Remains, Not “Ruins”: Archival Afterlives in Palestine
Brian Boyd

Picking up on Ruth Tringham’s point about “the narratives that remediate or are drawn out of the primary content,” I will focus on the roles of archives and “ruins” in the continuing injuries of colonialism and settler colonialism in Palestine. In Archive Fever, Derrida distinguished between (a) archive as the relationships involved in memory, the writing of history, and the political authority to identify, classify, and interpret and, (b) archive as “shelter”: relegating, reserving, and forgetting. This latter perspective clearly has political utility: to regard the archive as a kind of sepulchre—a place to bury stories, memory, people, and lifeworlds—in other words, as a ruin. Drawing inspiration from Gerald Vizenor’s notion of “survivance,” I argue that archives and “ruins” should be seen not as desire, nostalgia, or wreckage, but—in their afterlives—as containers of fragmentary records that allow unresolved histories to be written. Those histories may sometimes be stories of the colonial order of things, but equally they can tell of unfinished projects, missed opportunities, and concepts for future developments.

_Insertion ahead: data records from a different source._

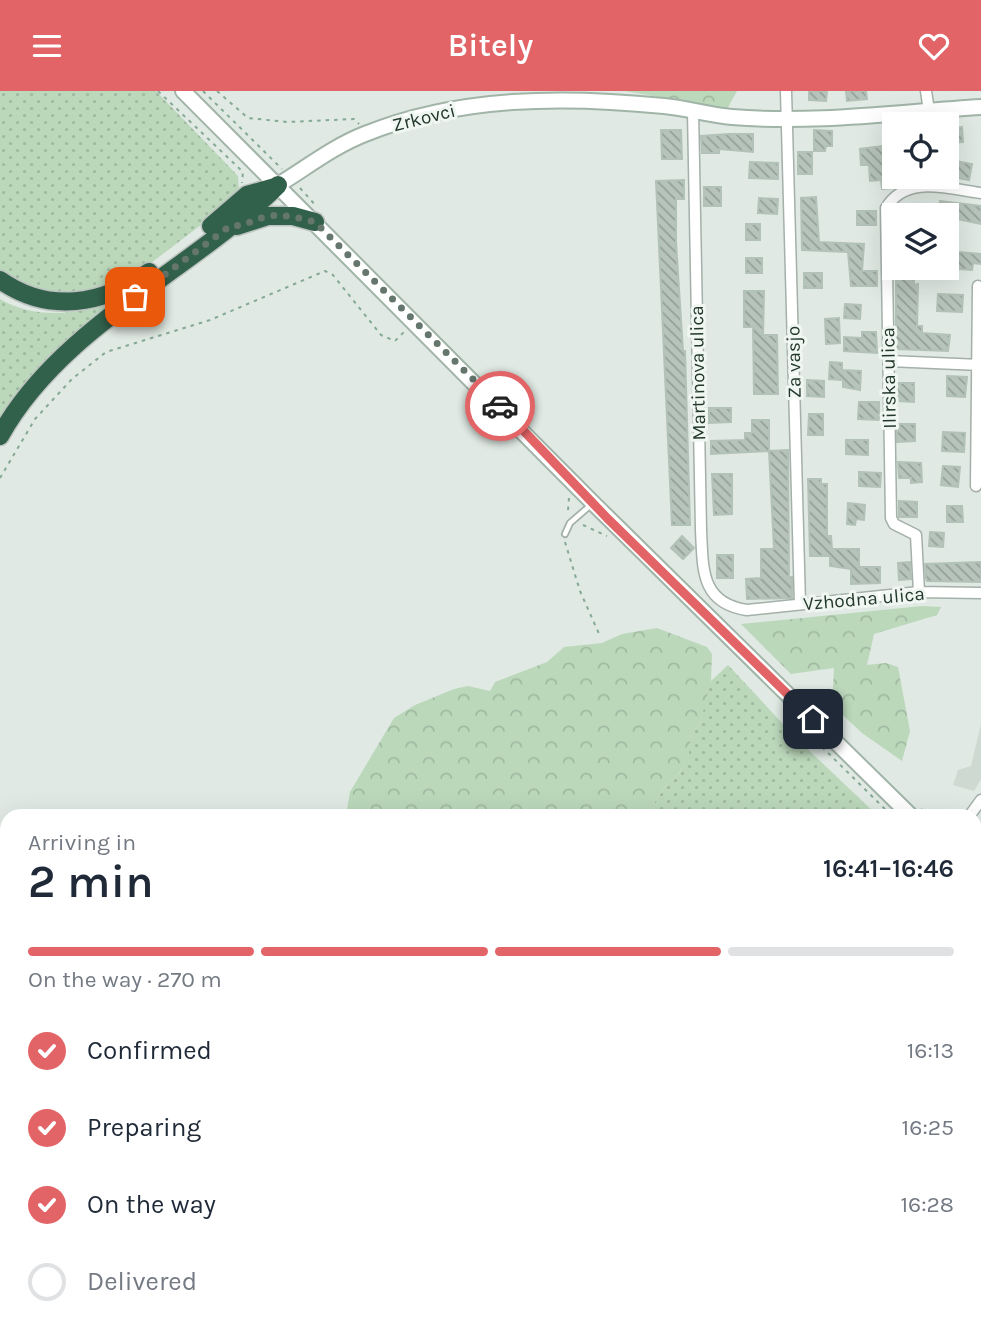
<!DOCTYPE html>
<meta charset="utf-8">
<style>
:root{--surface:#fff;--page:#f6f6f7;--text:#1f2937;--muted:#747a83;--line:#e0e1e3;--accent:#e36466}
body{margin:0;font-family:Karla,sans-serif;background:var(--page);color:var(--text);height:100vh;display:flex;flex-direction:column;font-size:26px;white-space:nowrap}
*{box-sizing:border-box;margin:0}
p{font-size:23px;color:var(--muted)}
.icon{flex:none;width:38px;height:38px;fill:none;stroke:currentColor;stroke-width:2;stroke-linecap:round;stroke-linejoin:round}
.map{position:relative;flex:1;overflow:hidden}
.drawer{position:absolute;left:0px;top:718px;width:982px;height:527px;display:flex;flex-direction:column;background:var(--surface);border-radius:21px 21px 0 0;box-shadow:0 7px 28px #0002}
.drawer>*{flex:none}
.tools{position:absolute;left:882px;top:21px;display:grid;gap:14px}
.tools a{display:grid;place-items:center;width:77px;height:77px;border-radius:0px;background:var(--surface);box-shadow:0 7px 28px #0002;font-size:35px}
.pin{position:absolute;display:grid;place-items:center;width:60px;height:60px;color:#fff;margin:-30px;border-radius:14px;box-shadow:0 4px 10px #0006}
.courier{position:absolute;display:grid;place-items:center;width:70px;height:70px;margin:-35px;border:5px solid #e36466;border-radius:50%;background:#fff;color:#222;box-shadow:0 2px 9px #0007}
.head em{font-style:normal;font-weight:600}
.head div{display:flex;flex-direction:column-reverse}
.head{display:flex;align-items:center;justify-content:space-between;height:119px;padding:0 28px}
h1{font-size:46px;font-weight:600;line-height:52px}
.bar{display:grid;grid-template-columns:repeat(4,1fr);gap:10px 7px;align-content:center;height:84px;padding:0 28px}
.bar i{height:9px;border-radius:5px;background:var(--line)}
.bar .selected{background:var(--accent)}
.bar p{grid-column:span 4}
ol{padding:0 28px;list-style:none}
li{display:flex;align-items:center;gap:21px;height:77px}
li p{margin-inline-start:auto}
li .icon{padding:7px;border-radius:50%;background:var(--accent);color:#fff;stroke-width:4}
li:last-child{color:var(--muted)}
li i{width:38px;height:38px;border:4px solid var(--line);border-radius:50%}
header{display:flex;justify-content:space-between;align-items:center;height:91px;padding:0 28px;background:var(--accent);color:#fff;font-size:32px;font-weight:600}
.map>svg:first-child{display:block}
</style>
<header><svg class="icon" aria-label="menu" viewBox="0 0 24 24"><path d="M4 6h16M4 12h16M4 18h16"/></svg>Bitely<svg class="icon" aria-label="heart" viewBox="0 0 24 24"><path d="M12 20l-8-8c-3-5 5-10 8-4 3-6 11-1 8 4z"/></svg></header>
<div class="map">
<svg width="981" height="1244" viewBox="0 0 981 1244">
<defs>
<pattern id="grass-dots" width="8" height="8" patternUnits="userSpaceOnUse" patternTransform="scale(1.75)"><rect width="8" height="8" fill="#bbd8bb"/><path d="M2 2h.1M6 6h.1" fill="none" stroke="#a0baa1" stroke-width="1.8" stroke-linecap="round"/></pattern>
<pattern id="forest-crowns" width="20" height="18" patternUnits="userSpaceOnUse" patternTransform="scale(1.75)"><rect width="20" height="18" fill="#bbd8bb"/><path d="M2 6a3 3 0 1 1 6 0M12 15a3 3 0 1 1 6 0" fill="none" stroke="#a0baa1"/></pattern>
<pattern id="building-back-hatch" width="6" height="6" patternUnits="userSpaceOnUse" patternTransform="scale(1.75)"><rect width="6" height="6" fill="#b6c4bb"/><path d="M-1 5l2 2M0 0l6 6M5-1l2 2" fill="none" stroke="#94a098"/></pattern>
</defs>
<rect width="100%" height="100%" fill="#e0e9e3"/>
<!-- built -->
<path fill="#ced9d1" d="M 981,633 L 981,688 L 974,700 L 953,694 L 958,679 L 971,675 Z"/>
<!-- grass -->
<path fill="url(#grass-dots)" d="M 0,0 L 156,0 L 238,85 L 239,100 L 235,108 L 134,185 L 108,199 L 48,205 L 0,182 Z
M 126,204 L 0,331 L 0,208 C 39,231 88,223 126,204 Z
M 728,574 L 797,648 L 877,724 L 646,724 L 668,691 L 679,683 L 688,665 L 692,643 L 701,629 L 707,600 L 711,590 Z
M 975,837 L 981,843 L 981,1244 L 435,1244 L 427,1237 L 975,1237 Z"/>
<!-- forest -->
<path fill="url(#forest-crowns)" d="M 625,0 L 737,0 L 727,18 Z
M 922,515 L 941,516 L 937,524 L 874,543 L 867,574 L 886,572 L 898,576 L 910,640 L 902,670 L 862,642 L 832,614 L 834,577 L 791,583 L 741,533 Z
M 657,537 L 707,556 L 712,563 L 711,590 L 701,629 L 692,643 L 688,666 L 678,684 L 668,691 L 646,724 L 346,724 L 350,701 L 394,627 L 415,614 L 454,598 L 468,595 L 490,600 L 495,591 L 547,571 L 564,556 L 602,552 L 622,543 Z
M 375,1237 L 427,1237 L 435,1244 L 383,1244 Z"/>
<!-- building -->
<path fill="url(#building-back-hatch)" stroke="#b3c2b8" stroke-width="2" d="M 809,0 L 827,0 L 826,10 L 809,9 Z
M 846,0 L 866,0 L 867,8 L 847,10 Z
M 962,36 L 963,51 L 947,52 L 947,37 Z
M 661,39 L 681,39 L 682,68 L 662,68 Z
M 814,39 L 832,40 L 832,55 L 826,55 L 825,60 L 814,60 Z
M 729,43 L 753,43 L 753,61 L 719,58 L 719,62 L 702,62 L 701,45 Z
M 892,54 L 894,97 L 882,98 L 881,89 L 870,90 L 869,74 L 861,74 L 860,58 Z
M 798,61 L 812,61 L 812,83 L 798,83 Z
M 955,70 L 972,73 L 969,89 L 952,86 Z
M 750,71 L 778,72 L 778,88 L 749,87 Z
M 684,89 L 684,108 L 676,108 L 676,151 L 683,260 L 685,260 L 690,434 L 672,434 L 656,90 Z
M 704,96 L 721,96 L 721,115 L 704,115 Z
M 816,106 L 819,151 L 864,153 L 862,180 L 877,180 L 877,195 L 851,195 L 848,161 L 802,159 L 801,107 Z
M 759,107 L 778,108 L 777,123 L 758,122 Z
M 940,110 L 981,115 L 981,133 L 938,124 Z
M 857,120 L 876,120 L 876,134 L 857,134 Z
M 746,133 L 760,133 L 760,149 L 746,149 Z
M 947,160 L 981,163 L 981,173 L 973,172 L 972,179 L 947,177 Z
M 746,167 L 762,167 L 762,182 L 746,182 Z
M 896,181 L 914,181 L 914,194 L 918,193 L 917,235 L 922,235 L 922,242 L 950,244 L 948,260 L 896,258 Z
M 804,182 L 822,182 L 822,197 L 804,197 Z
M 744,200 L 764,200 L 763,244 L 777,244 L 778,303 L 754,303 L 753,236 L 744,236 Z
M 938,203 L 963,204 L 962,221 L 937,220 Z
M 845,213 L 861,214 L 860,228 L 844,227 Z
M 839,227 L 840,252 L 826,253 L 825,228 Z
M 862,241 L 876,241 L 877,262 L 844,260 L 844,246 L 862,247 Z
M 830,271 L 842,272 L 842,279 L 861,280 L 860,299 L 843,296 L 843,289 L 829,288 Z
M 947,285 L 967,286 L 965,306 L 947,305 Z
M 807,289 L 824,290 L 824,306 L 807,305 Z
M 897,292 L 914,292 L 914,311 L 897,310 Z
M 859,311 L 879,311 L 879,329 L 858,328 Z
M 709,317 L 731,317 L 731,331 L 709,332 Z
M 809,323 L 823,323 L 823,344 L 808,344 Z
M 752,329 L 769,329 L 769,360 L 711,363 L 711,350 L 745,349 L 745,342 L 752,342 Z
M 897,333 L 915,333 L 915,350 L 897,351 Z
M 943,341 L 965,342 L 964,361 L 942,360 Z
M 846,349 L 868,349 L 868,364 L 846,363 Z
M 788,359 L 789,486 L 792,486 L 792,507 L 747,508 L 746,488 L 761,487 L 761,458 L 774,458 L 769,360 Z
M 898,371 L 921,372 L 922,391 L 911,392 L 911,387 L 899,387 Z
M 943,375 L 960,376 L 958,396 L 941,394 Z
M 859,381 L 881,382 L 880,396 L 859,395 Z
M 712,383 L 732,383 L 732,423 L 714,424 Z
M 808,388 L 821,388 L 821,393 L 827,393 L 827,445 L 831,445 L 832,458 L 859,458 L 859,476 L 880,476 L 880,492 L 851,493 L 851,478 L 830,475 L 830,465 L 810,465 Z
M 899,410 L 917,411 L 917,426 L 899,426 Z
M 848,412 L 865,414 L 864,429 L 856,428 L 855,434 L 847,433 Z
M 947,415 L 962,415 L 963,431 L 947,431 Z
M 930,441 L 944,442 L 943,456 L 929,455 Z
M 682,445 L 694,457 L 683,468 L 671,457 Z
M 717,464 L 733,464 L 733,487 L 717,487 Z
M 910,471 L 911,488 L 899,489 L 898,472 Z
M 981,471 L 981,491 L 927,490 L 926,487 L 925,473 Z"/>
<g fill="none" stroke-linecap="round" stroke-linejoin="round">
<!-- lane casing -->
<g stroke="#a4b0a9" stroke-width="8">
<path id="lane" d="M 481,338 L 499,323
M 565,443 L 570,432 L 592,413"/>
</g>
<!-- street casing -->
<g stroke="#a4b0a9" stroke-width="13">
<path id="street" d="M 786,0 L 800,513
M 926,0 L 931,33
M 693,20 L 701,439 C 703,477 700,512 747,519 L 919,501 L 981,502
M 889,270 L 980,274
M 976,395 L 978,195
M 919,501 L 916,444 L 894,433 L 891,427 L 886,117 C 906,83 949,98 981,102
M 970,724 L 981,709
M 0,1164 L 7,1171
M 61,1237 L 67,1244"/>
</g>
<!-- secondary casing -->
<g stroke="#a1b4a8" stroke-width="18">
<path id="secondary" d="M 183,0 L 593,412 L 910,724
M 278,94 C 306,77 334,55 365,43 C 458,5 565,5 664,15 C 686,17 709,24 732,26 C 814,33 899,21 981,16
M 975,789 L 981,796"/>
</g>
<!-- highway casing -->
<g stroke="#bdc3c0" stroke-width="21">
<path id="highway" d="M 211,135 L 247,104 L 275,96
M 237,135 L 268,125 L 293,125 L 315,131
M 0,189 C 48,223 103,214 149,181
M 0,345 C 60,236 192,179 278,94"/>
</g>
<!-- path -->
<path stroke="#84aa94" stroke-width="2" stroke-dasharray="3.5 5" stroke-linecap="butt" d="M 158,0 L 243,81 L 242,92
M 203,0 L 282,78
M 217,0 L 248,27 L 287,31 L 354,28 L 359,33
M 300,97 L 317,116
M 0,387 L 35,328 L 72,288 L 106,261 L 210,229 L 325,180 L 333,184 L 381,244 L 395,250 L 405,240
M 568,419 L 569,407
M 583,434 L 607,445
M 565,451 L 580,500 L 600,545
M 816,650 L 891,724
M 921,718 L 929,724
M 975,770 L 981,776
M 975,813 L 981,819"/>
<!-- lane -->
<use href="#lane" stroke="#fff" stroke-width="4.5"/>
<!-- street -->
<use href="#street" stroke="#fff" stroke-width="10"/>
<!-- secondary -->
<use href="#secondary" stroke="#fff" stroke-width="14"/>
<!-- highway -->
<use href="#highway" stroke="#32614b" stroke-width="18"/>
</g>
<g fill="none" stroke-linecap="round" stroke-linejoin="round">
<!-- done -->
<path stroke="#65766d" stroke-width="7" stroke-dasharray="0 12.6" d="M 135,206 L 230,135 C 245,135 255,128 269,125 C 284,123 300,127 315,131 L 500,315"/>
<!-- route -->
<path stroke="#e36466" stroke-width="9" d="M 500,315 L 607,427 L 813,628"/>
</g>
<g text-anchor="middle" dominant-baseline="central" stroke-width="6" stroke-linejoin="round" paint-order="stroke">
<!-- street labels -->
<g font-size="19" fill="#23382d" stroke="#f0f6f1">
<text transform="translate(424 27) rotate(-14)">Zrkovci</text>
<text transform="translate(794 271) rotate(-91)">Za vasjo</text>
<text transform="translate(698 282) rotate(-91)">Martinova ulica</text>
<text transform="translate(889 287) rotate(-91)">Ilirska ulica</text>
<text transform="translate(864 508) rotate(-5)">Vzhodna ulica</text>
</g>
</g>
</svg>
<div class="tools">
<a><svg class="icon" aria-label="locate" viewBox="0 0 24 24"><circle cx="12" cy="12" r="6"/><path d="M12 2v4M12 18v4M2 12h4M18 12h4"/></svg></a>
<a><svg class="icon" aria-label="layers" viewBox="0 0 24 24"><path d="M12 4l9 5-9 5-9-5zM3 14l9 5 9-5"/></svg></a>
</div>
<div class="pin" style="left:135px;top:206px;background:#ea580c"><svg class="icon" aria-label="bag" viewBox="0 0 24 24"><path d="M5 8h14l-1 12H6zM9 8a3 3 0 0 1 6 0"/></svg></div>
<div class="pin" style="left:813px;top:628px;background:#1f2937"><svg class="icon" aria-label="home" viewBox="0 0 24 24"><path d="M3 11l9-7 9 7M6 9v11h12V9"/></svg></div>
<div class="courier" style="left:500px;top:315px"><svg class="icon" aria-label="car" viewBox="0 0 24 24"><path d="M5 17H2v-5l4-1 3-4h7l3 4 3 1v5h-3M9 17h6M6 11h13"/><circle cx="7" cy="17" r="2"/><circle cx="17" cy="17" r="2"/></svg></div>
<section class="drawer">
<div class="head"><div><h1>2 min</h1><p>Arriving in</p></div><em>16:41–16:46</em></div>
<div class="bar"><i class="selected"></i><i class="selected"></i><i class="selected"></i><i></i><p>On the way · 270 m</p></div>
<ol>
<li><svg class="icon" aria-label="check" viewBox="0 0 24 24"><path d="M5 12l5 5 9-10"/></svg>Confirmed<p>16:13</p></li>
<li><svg class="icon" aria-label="check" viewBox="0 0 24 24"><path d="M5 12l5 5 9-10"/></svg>Preparing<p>16:25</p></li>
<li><svg class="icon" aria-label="check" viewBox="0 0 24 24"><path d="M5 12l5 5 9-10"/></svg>On the way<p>16:28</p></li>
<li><i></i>Delivered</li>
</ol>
</section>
</div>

In other words, archives and “ruins” remain alive as stories wanting and waiting to be told. An ongoing archaeological project in the Jordan Valley will help to illustrate these issues.

Ruth Tringham is a professor of anthropology in the Graduate School at the University of California, Berkeley and received her PhD in archaeology at the University of Edinburgh. Her research focuses on the transformation of early (Neolithic) agriculturalists and the establishment of households as the primary unit of social reproduction. She has directed and published archaeological excavations in Southeast Europe (Selevac and Opovo in Serbia, and Podgoritsa in Bulgaria) and, most recently, the BACH project at Çatalhöyük, Turkey. After the BACH project, she continued fieldwork at Çatalhöyük until 2007 on the Remediated Places project involving the creation of interpretive video-walks. She also was a project leader on the prize-winning Remixing Çatalhöyük project and the Okapi Island project, a mirror of Çatalhöyük in the virtual world of Second Life. Most of her recent and current practice of archaeology incorporates re-contextualizing digital primary archaeological data (including media) to create their afterlives in the form of database narratives and recombinant histories about people, places, and things. In doing so, she combines the use of imagination, multisensorial experience, and gamification to engage a broader public in alternative scenarios about the prehistoric past.

Brian Boyd is lecturer in anthropology and director of museum anthropology at Columbia University. He is currently co-director of the Center for Palestine Studies, co-chair of the Columbia University Seminar on Human-Animal Studies, and chair emeritus of the New York Academy of Sciences Anthropology Division. He has been carrying out archaeological research in Palestine/Israel for many years, and is currently co-director (with Dr. Hamed Salem, Birzeit University) of the collaborative Columbia/Birzeit project Building Community Anthropology Across the Jordan Valley in the West Bank. His publications focus on the prehistoric archaeology of the Levant, the politics of archaeology in Israel/Palestine, critical human-animal studies, and sound/music studies.